Tim Hortons China to go public in $1.7B deal

The fast-growing market for the Canadian coffee-and-doughnut chain is merging with a shell company that will take it public in the U.S.
Tim Hortons China goes public
Photograph: Shutterstock

The China operations of a Canadian restaurant chain is going public in the U.S.

Tim Hortons China has agreed to a merger with Silver Crest Acquisition Corp., a special purpose acquisition company (SPAC) formed by a Hong Kong investment firm. SPACs take money from public investors and use it to merge with a privately-held company, taking it public in the process.  

Silver Crest will merge with Tims China, take its name and will then begin trading on the Nasdaq Stock Exchange.

Tims China is a joint venture between Tim Hortons owner Restaurant Brands International and the private equity firm Cartesian Capital, along with other investors including Sequoia Capital and Tencent. Those shareholders will retain 80% ownership in the company under the deal, which is expected to be completed by the fourth quarter of this year.

By merging with Silver Crest, Tims China will get cash needed to help it grow. Much of the deal is based on the concept’s rapid growth in the country, which is being fueled by a rapid increase in coffee consumption there.

Tim Hortons has been developing quickly in China.

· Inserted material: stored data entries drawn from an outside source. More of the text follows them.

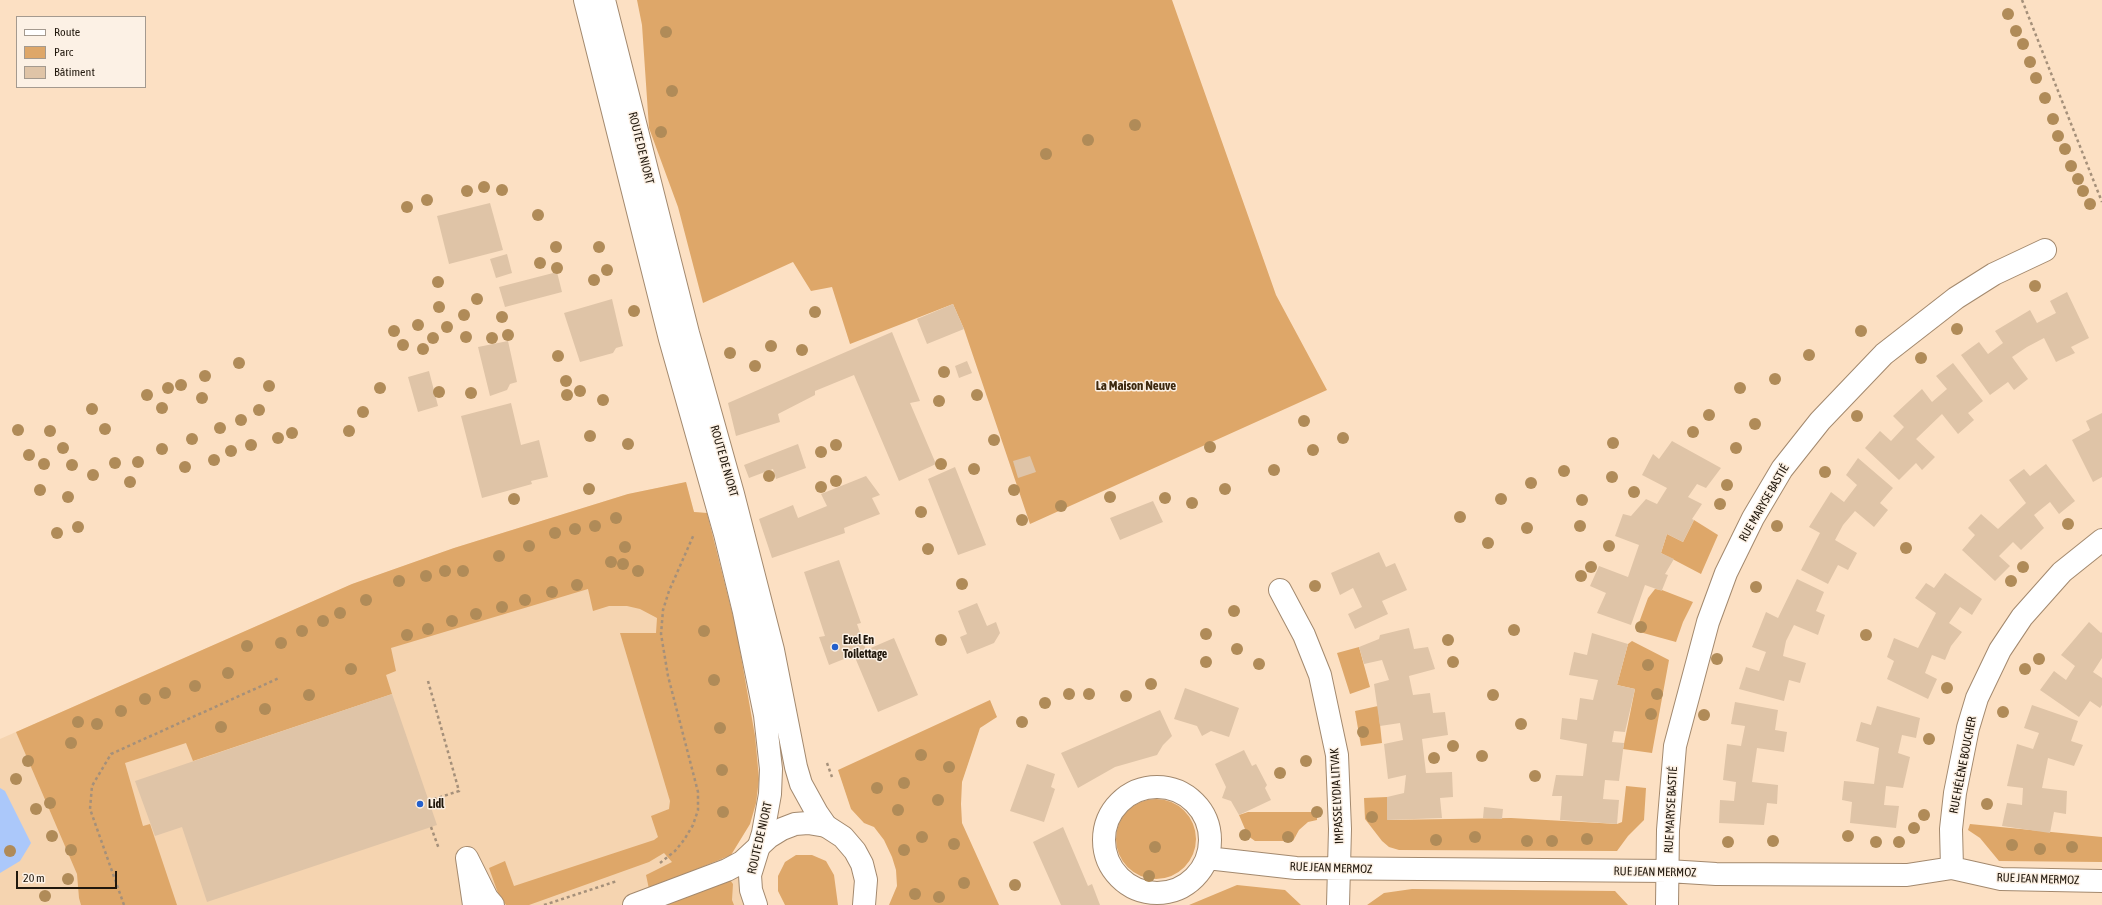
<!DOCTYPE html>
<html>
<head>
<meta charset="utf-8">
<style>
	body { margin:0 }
	#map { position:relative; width:2102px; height:905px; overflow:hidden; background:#fce0c3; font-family:"Asap Condensed",sans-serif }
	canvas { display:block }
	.legend { position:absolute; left:16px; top:16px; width:130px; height:72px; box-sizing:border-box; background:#fcf1e5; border:1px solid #a49a8f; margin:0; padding:5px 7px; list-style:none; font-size:12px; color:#21180d }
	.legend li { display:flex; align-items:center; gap:8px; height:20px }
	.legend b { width:20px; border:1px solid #a49a8f }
	.scale { position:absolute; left:16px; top:871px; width:101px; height:18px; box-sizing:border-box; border:2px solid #21180d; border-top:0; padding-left:5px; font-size:12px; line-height:14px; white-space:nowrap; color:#21180d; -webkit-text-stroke:3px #fcf1e5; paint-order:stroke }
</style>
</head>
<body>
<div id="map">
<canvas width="2102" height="905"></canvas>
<ul class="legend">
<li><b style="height:5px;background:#fff"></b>Route</li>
<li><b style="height:11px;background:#dea769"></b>Parc</li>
<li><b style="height:11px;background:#dfc4a7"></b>Bâtiment</li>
</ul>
<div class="scale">20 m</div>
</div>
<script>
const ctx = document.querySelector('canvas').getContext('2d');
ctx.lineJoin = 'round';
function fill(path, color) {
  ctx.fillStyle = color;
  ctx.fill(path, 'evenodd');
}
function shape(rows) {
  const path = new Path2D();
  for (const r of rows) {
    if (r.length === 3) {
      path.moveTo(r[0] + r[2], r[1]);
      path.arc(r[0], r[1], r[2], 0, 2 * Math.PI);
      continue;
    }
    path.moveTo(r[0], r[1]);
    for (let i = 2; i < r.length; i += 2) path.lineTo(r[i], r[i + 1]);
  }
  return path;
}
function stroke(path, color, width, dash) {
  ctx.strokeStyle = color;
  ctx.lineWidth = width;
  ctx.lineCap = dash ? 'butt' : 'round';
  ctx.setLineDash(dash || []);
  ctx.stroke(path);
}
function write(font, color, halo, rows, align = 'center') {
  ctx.font = font + ' "Asap Condensed",sans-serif';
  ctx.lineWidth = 3;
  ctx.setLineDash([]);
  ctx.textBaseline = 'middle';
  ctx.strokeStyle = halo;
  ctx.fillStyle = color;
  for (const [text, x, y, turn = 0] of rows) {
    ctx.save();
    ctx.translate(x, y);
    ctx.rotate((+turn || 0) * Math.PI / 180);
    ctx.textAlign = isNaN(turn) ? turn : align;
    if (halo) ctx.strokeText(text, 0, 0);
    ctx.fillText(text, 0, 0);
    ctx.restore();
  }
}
fill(shape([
	[686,482,694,512,707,513,736,628,755,736,759,779,756,803,750,824,731,855,748,905,0,905,0,739,352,584,454,548,628,494]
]), '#f5d4b0');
fill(shape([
	[637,0,1172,0,1276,295,1327,390,1030,524,964,329,953,304,850,344,832,287,811,291,793,262,703,303,678,207,649,128,642,25],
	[686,482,694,512,707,513,736,628,755,736,759,779,756,803,750,824,731,855,649,889,646,875,672,862,664,853,649,862,529,905,506,905,499,896,489,868,505,861,514,886,654,840,658,837,651,816,669,809,670,801,620,633,656,633,657,618,640,609,627,606,609,606,593,611,588,589,391,648,396,671,386,675,392,694,193,761,186,743,125,763,143,826,150,824,177,905,81,905,79,898,77,874,16,732,352,584,454,548,628,494],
	[1694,520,1718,535,1701,574,1661,553,1667,534,1683,542],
	[1655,589,1662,590,1693,602,1683,622,1676,642,1636,631,1648,598],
	[1632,641,1669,660,1652,753,1623,749,1635,689,1617,685,1628,644],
	[1359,647,1370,687,1350,694,1337,653],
	[990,700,997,717,980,728,962,782,961,804,962,823,999,905,889,905,897,886,896,870,892,857,884,840,874,827,864,823,851,809,838,770],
	[1378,706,1382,743,1361,746,1355,711],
	[1626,786,1646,788,1644,820,1628,836,1617,851,1399,850,1389,847,1382,841,1365,819,1364,798,1387,797,1388,820,1511,818,1617,824,1622,822],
	[1156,839,40],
	[1248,812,1317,812,1317,820,1308,822,1299,830,1293,841,1255,841,1248,836,1239,815],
	[1970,824,2102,837,2102,862,1999,861,1980,838,1968,830],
	[796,855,812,855,826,861,834,875,838,905,785,905,778,891,778,876,785,862],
	[730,880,733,884,732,900,734,905,666,905],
	[1237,885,1285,890,1301,905,1189,905],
	[1412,889,1615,891,1628,905,1367,905,1384,893]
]), '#dea769');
fill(shape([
	[0,788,5,791,31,843,20,861,0,873]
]), '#abc8fa');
fill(shape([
	[490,203,503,250,449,264,437,216],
	[507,254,512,273,496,278,490,259],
	[557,272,562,292,505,307,499,287],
	[2067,292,2089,338,2071,347,2075,353,2056,362,2044,338,2027,347,2012,357,2028,379,2014,390,2008,382,1990,395,1961,355,1979,342,1988,354,2003,343,1995,331,2030,310,2037,323,2056,313,2050,301],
	[612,299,623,346,616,348,613,353,580,362,564,313],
	[953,304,964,329,927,344,917,319],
	[892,332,920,401,910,403,936,464,899,481,854,375,815,391,815,395,778,414,780,422,736,436,728,403],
	[508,341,517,382,510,384,507,390,490,396,478,347],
	[967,361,972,373,959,378,955,366],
	[1953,363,1983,401,1968,413,1974,420,1958,434,1942,414,1916,439,1935,457,1922,470,1916,463,1899,480,1865,448,1880,431,1891,441,1904,427,1893,416,1922,389,1932,402,1947,389,1936,376],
	[429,371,438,406,418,412,408,377],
	[511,403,521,445,539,440,548,477,531,481,532,484,482,498,461,416],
	[2102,413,2102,477,2093,482,2072,440,2090,430,2086,421],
	[1672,441,1721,468,1706,488,1697,484,1688,497,1702,504,1692,519,1694,520,1683,542,1667,534,1661,553,1674,559,1665,574,1668,575,1662,590,1662,591,1645,585,1631,625,1597,613,1606,593,1590,586,1599,566,1628,577,1639,545,1615,536,1623,514,1631,516,1646,499,1657,504,1667,488,1642,475,1653,454,1659,459],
	[798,444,806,468,776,479,773,469,749,478,744,465],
	[1030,456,1036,472,1018,478,1013,461],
	[1858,458,1893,488,1880,503,1888,510,1874,527,1855,511,1843,525,1835,540,1857,553,1848,570,1838,565,1828,584,1801,570,1820,533,1809,527,1831,492,1844,502,1857,485,1846,475],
	[2046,464,2075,501,2059,514,2050,502,2034,515,2044,528,2021,550,2013,542,1999,556,2010,566,1995,581,1962,550,1975,535,1968,528,1981,514,1998,529,2026,503,2009,480,2024,469,2030,476],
	[955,467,986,545,958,555,928,479],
	[866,476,880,495,872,498,880,514,844,528,845,533,772,558,759,519,793,505,798,518,827,506,821,494],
	[1153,501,1163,522,1120,540,1110,518],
	[1379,552,1386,567,1395,563,1407,590,1382,601,1388,614,1355,629,1348,614,1362,607,1353,588,1340,595,1331,573],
	[839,560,861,623,857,624,866,650,894,638,918,695,878,712,854,655,829,665,819,637,825,636,804,572],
	[1945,573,1982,599,1972,615,1960,607,1949,623,1962,632,1951,646,1945,660,1932,655,1925,673,1937,679,1928,699,1887,679,1894,661,1887,657,1894,638,1918,648,1936,613,1915,598,1926,583,1934,588],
	[1797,579,1824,592,1816,611,1825,615,1818,635,1794,625,1786,641,1783,656,1806,663,1800,683,1789,680,1784,701,1739,689,1746,667,1759,671,1766,652,1752,647,1766,612,1778,618],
	[977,603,987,626,996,622,1000,633,994,643,967,654,960,637,967,634,958,611],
	[2089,622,2101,633,2102,632,2102,658,2093,672,2102,678,2102,705,2100,708,2090,701,2079,717,2040,690,2054,671,2066,680,2075,666,2061,655],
	[1409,628,1414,649,1428,647,1435,669,1409,676,1413,695,1430,693,1433,713,1445,712,1448,735,1422,739,1426,773,1452,772,1453,797,1440,798,1442,818,1387,820,1387,797,1404,793,1406,775,1388,779,1384,744,1403,740,1400,723,1380,726,1374,684,1389,680,1382,660,1364,664,1359,647,1379,639,1380,635],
	[1592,633,1628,644,1617,685,1635,689,1625,732,1614,731,1612,742,1624,743,1619,781,1605,780,1603,799,1619,800,1617,824,1560,820,1562,796,1552,796,1556,775,1583,776,1587,744,1560,739,1562,718,1577,720,1580,698,1593,700,1598,680,1569,675,1574,652,1587,655],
	[1185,688,1239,708,1229,737,1211,731,1202,736,1197,726,1174,719],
	[392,694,437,825,207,902,182,827,155,836,135,781],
	[1735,702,1778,710,1775,730,1787,732,1784,752,1757,748,1752,782,1778,785,1777,804,1767,803,1764,825,1719,823,1720,800,1734,801,1736,782,1723,780,1727,744,1741,746,1745,726,1731,724],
	[2032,705,2078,721,2071,741,2083,745,2074,766,2048,758,2042,788,2067,791,2066,814,2054,812,2050,833,2002,826,2007,803,2022,805,2023,788,2007,786,2017,744,2033,749,2039,733,2024,728],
	[1877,706,1920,718,1916,738,1902,735,1898,753,1910,757,1903,788,1886,786,1884,805,1899,806,1896,828,1850,823,1852,802,1842,800,1844,781,1874,784,1879,748,1856,741,1861,722,1871,725],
	[1160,710,1172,736,1163,745,1157,755,1115,767,1078,788,1061,753],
	[1244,750,1252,766,1256,764,1267,785,1265,788,1271,800,1239,815,1231,801,1222,798,1226,787,1215,764],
	[1027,764,1055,774,1051,787,1055,789,1044,822,1010,811],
	[1484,807,1503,809,1502,819,1483,818],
	[1063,827,1088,886,1092,884,1100,905,1061,905,1033,842]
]), '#dfc4a7');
const minor = shape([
	[1280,590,1304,635,1320,675,1337,755,1340,829,1338,905],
	[1157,840,53],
	[1207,858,1296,868,1668,871,1716,874,1907,875,1952,868,2001,879,2102,881],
	[1952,868,1951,829,1955,793,1968,728,1977,698,2000,650,2022,617,2062,572,2102,540],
	[474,905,467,858,487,898,493,905],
	[634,905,727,870,742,862,769,837,782,829,795,824,808,823,826,826],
	[1667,905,1668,830,1675,746,1708,622,1726,573,1753,518,1782,469,1820,421,1884,354,1956,298,1994,274,2045,250]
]);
const major = shape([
	[585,0,670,339,725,534,744,612,765,715,771,769,770,794,763,833,750,875,751,890,756,905],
	[604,0,688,333,733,494,773,650,796,767,801,784,817,813,826,826,843,837,855,851,862,864,866,880,864,905]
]);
stroke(minor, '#a3896e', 24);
stroke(major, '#a3896e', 24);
stroke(shape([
	[2022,0,2102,202],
	[428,681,459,791,428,801],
	[827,763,832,777],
	[431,827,439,849],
	[660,863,675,851,684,840,693,825,698,810,698,792,668,676,661,634,663,610,669,591,694,534],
	[124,905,90,809,92,786,111,754,279,678],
	[544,905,617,881]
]), '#a5907a', 2.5, [3, 3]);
stroke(minor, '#fff', 22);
stroke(major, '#fff', 22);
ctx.fillStyle = '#b08b58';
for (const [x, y] of [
	[2008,14],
	[2016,31],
	[666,32],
	[2023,44],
	[2030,62],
	[2036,78],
	[672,91],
	[2045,98],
	[2053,119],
	[1135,125],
	[661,132],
	[2058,136],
	[1088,140],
	[2065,149],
	[1046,154],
	[2071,166],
	[2078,179],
	[484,187],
	[502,190],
	[467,191],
	[2083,191],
	[427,200],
	[2090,204],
	[407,207],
	[538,215],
	[556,247],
	[599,247],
	[540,263],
	[557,268],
	[607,270],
	[594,280],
	[438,282],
	[2035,286],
	[477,299],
	[439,307],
	[634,311],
	[815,312],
	[464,315],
	[502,317],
	[418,325],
	[447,327],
	[1957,329],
	[394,331],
	[1861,331],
	[508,335],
	[466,337],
	[433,338],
	[492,338],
	[403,345],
	[771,346],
	[423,349],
	[802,350],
	[730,353],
	[1809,355],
	[558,356],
	[1921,358],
	[239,363],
	[755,366],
	[944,372],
	[205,376],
	[1775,379],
	[566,381],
	[181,385],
	[269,386],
	[168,388],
	[380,388],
	[1740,388],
	[580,391],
	[439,392],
	[471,393],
	[147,395],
	[567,395],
	[977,395],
	[202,398],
	[603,400],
	[939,401],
	[162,408],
	[92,409],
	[259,410],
	[363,412],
	[1709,415],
	[1857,416],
	[241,420],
	[1304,421],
	[1755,424],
	[220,428],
	[105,429],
	[18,430],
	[50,431],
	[349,431],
	[1693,432],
	[292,433],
	[590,436],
	[278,438],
	[1343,438],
	[192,439],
	[994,440],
	[1613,443],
	[628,444],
	[251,445],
	[836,445],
	[1210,447],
	[63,448],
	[1736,448],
	[162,449],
	[1313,450],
	[231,451],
	[821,452],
	[29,455],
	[214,460],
	[138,462],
	[115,463],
	[44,464],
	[941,464],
	[72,465],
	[185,467],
	[974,469],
	[1274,470],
	[1564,471],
	[1825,472],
	[93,475],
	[769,476],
	[1612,477],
	[836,481],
	[130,482],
	[1531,483],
	[1727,485],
	[821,487],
	[589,489],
	[1225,489],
	[40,490],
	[1014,490],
	[1634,492],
	[68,497],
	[1110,497],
	[1165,498],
	[514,499],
	[1501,499],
	[1582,500],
	[1192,503],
	[1720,504],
	[1061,506],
	[921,512],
	[1460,517],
	[616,518],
	[1022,520],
	[2068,524],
	[595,526],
	[1580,526],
	[1777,526],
	[78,527],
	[1527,528],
	[575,529],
	[57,533],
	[555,533],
	[1488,543],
	[529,546],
	[1609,546],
	[625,547],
	[1906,548],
	[928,549],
	[499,556],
	[611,562],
	[623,564],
	[1591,567],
	[2023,567],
	[445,571],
	[463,571],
	[638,571],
	[426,576],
	[1581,576],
	[399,581],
	[2011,581],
	[962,584],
	[577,585],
	[1315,586],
	[1756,587],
	[552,592],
	[366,600],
	[525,600],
	[502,607],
	[1234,611],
	[340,613],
	[476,614],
	[323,621],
	[452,621],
	[1641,627],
	[428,629],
	[1514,630],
	[302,631],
	[704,631],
	[1206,634],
	[407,635],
	[1866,635],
	[941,640],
	[1448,640],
	[281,643],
	[247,646],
	[1237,649],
	[1717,659],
	[2039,659],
	[1206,662],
	[1453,662],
	[1259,664],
	[1648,665],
	[351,669],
	[2025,669],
	[228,673],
	[714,680],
	[1151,684],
	[195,686],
	[1947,688],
	[165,693],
	[1069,694],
	[1089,694],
	[1657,694],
	[309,695],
	[1493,695],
	[1126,696],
	[145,699],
	[1045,703],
	[265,709],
	[121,711],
	[2003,712],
	[1651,714],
	[1704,715],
	[78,722],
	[1022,722],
	[97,724],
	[1521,724],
	[221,727],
	[720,728],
	[1363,732],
	[1929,739],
	[71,743],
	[1453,746],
	[921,755],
	[1482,756],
	[1434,758],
	[28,761],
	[1306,761],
	[949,767],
	[722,770],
	[1280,773],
	[1535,776],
	[16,779],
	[904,783],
	[877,788],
	[938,800],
	[50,803],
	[1987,804],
	[36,809],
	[898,810],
	[723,812],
	[1317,812],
	[1924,815],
	[1372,817],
	[1914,828],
	[1245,835],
	[52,836],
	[1848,836],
	[922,837],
	[1288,837],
	[1475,837],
	[1587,839],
	[1436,840],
	[1527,841],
	[1552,841],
	[1773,841],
	[1728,842],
	[1876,842],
	[1899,842],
	[954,844],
	[2012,845],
	[1155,847],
	[2072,847],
	[2040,849],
	[71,850],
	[904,850],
	[10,851],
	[1149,876],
	[68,879],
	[964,883],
	[1015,885],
	[915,894],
	[45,896],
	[939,897]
]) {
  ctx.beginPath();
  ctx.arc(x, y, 6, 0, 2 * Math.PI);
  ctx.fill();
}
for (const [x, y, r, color] of [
	[835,647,4,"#235fcc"],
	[420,804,4,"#235fcc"]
]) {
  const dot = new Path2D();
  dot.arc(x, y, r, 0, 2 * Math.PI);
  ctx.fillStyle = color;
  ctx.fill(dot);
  stroke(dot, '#fcf1e5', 1.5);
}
write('12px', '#21180d', '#fcf1e5', [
	["ROUTE DE NIORT",641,148,76],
	["ROUTE DE NIORT",724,461,74],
	["RUE MARYSE BASTIÉ",1764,503,-60],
	["RUE HÉLÈNE BOUCHER",1963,765,-79],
	["IMPASSE LYDIA LITVAK",1337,796,-93],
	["RUE MARYSE BASTIÉ",1671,810,-87],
	["ROUTE DE NIORT",760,838,-77],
	["RUE JEAN MERMOZ",1331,868,2],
	["RUE JEAN MERMOZ",1655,872,1],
	["RUE JEAN MERMOZ",2038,879,2]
]);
write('bold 12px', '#21180d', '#fcf1e5', [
	["Exel En",843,640],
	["Toilettage",843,654],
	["Lidl",428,804]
], 'left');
write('bold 13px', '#3d280e', '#fcf1e5', [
	["La Maison Neuve",1136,386]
]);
</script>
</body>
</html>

Just a couple of years after opening its first location there, Tims finished 2020 with 137 locations in the country and expects to have 388 by the end of this year. More than 300 locations are either under construction or in negotiation, and Tims expects to operate more than 2,700 locations in China by 2026.

Revenue at the company, meanwhile, is expected to grow an average of 63% a year between now and 2026, according to a presentation from Silver Crest.

The investment firm argues that its near-term growth easily outdistances any other growth chain in the world, including U.S. concepts Wingstop and Chipotle.

Loyalty club members in the country now number 3.2 million, according to Silver Crest, while mobile orders are growing more than 400% per quarter since early last year.

Tims is hoping to ride a wave of coffee demand in China, where tea remains the beverage of choice but where coffee is quickly taking hold. Coffee consumption has grown by an annual rate of 39% since 2013.

A number of restaurant chains have been hoping to catch onto that growth—Starbucks considers China its key growth market, while investors quickly jumped on board Luckin Coffee before it collapsed amid a fake transaction scandal.